# I May Be Going Daffy - I Just Ordered a Complete Setup for My Lathe



## helluvawreck (Jul 21, 2010)

Like I said, I may be going daffy. I've had people warn me about getting into turning. They've said you'll be sorry. They've said you'll get hooked. Well, we'll see. I just ordered, two chucks, a drill chuck for my tailstock, a faceplate, a couple of books, and a DVD, and a set of turning tools. It will all be here tomorrow. I just have a small 10 inch Delta Midi lathe. However, I figure I can at least give turning a try with the lathe that I have and if I like it I'll get a bigger lathe and some more equipment. What do you think about those apples? Do you people have any advice about what I'm getting myself into?

helluvawreck aka Charles
http://woodworkingexpo.wordpress.com


----------



## DIYaholic (Jan 28, 2011)

Daffy, not neccessarily. Just a wood worker!!!

Will the new equipment work when/if you upgrade to a larger lathe? If not, then yeah, your daffy!!!


----------



## JollyGreen67 (Nov 1, 2010)

aka Charles: What you are getting yourself into is a whole bunch of addiction to making a lotta "toothpicks". Have fun! Just remember - new tools and a bigger lathe are part of it.


----------



## jaykaypur (Oct 22, 2011)

I cant give ya any help other than GO FOR IT !

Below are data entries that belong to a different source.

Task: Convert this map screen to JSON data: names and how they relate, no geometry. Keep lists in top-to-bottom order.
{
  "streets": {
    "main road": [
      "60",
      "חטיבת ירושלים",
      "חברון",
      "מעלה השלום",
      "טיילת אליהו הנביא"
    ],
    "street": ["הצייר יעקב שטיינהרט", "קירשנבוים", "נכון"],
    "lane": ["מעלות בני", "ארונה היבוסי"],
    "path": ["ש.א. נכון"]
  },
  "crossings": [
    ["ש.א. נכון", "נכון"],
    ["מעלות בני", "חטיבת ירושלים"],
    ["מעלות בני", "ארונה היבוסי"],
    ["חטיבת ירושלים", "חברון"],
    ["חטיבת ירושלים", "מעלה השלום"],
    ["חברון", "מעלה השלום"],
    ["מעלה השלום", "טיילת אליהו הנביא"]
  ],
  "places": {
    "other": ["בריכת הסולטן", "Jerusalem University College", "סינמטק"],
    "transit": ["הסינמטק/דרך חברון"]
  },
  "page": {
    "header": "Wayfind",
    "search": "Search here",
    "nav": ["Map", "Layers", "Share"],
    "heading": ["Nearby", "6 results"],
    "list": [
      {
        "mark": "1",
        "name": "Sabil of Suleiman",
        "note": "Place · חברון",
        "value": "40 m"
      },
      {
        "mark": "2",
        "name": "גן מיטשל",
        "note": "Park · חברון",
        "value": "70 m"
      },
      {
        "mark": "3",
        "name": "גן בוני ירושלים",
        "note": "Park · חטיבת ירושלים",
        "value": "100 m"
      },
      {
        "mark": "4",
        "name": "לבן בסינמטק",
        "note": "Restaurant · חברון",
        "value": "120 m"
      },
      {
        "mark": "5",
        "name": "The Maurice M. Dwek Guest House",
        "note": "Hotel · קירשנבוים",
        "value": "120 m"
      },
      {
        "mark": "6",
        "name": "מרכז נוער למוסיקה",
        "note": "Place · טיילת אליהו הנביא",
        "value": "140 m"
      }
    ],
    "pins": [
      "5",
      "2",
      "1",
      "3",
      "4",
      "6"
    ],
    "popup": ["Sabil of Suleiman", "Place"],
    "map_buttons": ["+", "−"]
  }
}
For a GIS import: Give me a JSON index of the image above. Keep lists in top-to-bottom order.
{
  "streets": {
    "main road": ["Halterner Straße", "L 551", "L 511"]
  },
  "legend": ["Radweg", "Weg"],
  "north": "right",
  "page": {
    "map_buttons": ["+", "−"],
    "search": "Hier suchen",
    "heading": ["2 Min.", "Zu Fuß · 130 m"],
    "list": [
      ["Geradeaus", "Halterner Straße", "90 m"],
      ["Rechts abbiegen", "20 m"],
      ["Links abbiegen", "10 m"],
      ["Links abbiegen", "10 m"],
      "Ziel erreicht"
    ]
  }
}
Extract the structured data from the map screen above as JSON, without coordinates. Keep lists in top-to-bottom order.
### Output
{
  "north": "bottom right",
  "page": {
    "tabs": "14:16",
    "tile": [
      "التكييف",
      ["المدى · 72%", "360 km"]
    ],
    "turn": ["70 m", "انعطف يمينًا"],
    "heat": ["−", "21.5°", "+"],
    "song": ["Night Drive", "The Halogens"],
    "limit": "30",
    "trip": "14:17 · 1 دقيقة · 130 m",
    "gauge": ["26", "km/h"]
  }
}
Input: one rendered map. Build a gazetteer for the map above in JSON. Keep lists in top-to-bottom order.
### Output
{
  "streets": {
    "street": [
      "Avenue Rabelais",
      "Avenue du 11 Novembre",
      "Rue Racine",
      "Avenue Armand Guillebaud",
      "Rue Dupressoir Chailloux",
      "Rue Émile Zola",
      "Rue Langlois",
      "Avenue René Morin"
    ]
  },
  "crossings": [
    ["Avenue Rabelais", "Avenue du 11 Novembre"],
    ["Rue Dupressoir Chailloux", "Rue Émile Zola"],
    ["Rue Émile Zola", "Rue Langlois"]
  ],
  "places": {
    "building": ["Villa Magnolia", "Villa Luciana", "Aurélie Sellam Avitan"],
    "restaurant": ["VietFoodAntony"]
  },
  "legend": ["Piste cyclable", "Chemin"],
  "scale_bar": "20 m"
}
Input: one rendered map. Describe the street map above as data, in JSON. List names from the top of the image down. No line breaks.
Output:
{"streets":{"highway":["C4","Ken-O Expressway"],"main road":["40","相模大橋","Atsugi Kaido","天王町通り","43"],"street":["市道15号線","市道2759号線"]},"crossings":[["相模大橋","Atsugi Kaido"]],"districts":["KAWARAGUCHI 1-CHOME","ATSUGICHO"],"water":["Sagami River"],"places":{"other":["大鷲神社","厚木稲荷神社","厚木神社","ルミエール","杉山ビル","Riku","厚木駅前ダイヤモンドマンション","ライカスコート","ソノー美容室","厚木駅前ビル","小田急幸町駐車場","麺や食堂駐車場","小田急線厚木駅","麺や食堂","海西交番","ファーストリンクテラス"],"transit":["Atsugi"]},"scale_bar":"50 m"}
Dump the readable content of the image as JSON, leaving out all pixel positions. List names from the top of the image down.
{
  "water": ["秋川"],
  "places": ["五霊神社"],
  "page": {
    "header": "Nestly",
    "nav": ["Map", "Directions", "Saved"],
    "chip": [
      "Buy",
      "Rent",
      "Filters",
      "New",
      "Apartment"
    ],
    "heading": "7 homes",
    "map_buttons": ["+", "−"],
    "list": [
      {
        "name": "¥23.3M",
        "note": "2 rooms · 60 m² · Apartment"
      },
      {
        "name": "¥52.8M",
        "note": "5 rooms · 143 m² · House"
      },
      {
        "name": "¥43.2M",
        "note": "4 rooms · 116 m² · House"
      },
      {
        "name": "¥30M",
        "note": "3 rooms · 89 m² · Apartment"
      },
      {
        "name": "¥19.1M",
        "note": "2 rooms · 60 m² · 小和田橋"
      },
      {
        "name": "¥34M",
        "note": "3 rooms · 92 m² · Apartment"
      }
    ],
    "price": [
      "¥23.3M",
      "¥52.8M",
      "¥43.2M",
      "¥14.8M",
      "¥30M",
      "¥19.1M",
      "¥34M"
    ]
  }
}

I, myself, do not have a lathe….yet! LOL


----------



## helluvawreck (Jul 21, 2010)

Randy, that won't be a problem for a while. I like to make boxes, and do a lot of carving. I like making small things. I really don't have any interest in bowls. If I like it this lathe will work for me a while.

helluvawreck aka Charles
http://woodworkingexpo.wordpress.com


----------



## helluvawreck (Jul 21, 2010)

Druid and Jay, what you're basically saying is that I was already daffy in the first place because I'm a woodworker.
You actually probably have the handle on it right there.

helluvawreck aka Charles
http://woodworkingexpo.wordpress.com


----------



## grizzman (May 10, 2009)

well from what you have said, your on the road…your already hooked, and it will just get worse, i dont think i would call it daffy, but your certainly into the world of wood working madness…..after the tools and a larger lathe you start looking at all the trees trying to find burls or anything that would turn into a bowl or a vase or who knows, but if you get into turning like you do regular wood work, then you should be opening a gallery for your work in a year or 2…i expect big things from this charles..your the man…


----------



## helluvawreck (Jul 21, 2010)

Grizz, I haven't been doing much in the shop for months. I've been a little low. However, I'm planning on changing all that. I'm officially retired now and have plenty of time. We're moving to a house with a little acreage and I'm going to build me a stand alone shop where nobody has to come through my shop to get into the house. I'd love to build it 30×30 but I may have to settle for 25×25. Take care, Grizz.

helluvawreck aka Charles
http://woodworkingexpo.wordpress.com


----------



## TheDane (May 15, 2008)

helluvawreck-If you have the current model Delta midi lathe (46-460) you are in good shape! I put an extension bed on mine so I can turn pieces up to 42" long. I do some bowls, but haven't found the 12" limit to be a problem, and the 1hp motor delivers plenty of oomph for the stuff I do.

Happy turning!

-Gerry


----------



## TerryDowning (Aug 8, 2012)

Off to a flying start with some great tools.


----------



## helluvawreck (Jul 21, 2010)

It seems like mine is model LA200. Tailstock has a #2 morse taper and the the spindle has 1 inch x 8 threads per in inch. There's several larger lathes that have that configuration so if I just wanted to bump the lathe up a little the tooling would still work. Take care and thanks, Gerry.

helluvawreck aka Charles
http://woodworkingexpo.wordpress.com


----------



## jack1 (May 17, 2007)

Have fun with that!


----------



## helluvawreck (Jul 21, 2010)

I hope so, Terry. Now if I can just get my altitude up fast enough so I clear the treetops it might be ok.

helluvawreck aka Charles
http://woodworkingexpo.wordpress.com


----------



## stefang (Apr 9, 2009)

Congratulations Charles. I think you will enjoy turning A lot. I know I do. I would suggest you carve some of your finished turned pieces to get double enjoyment and to make your turnings more unique and creative.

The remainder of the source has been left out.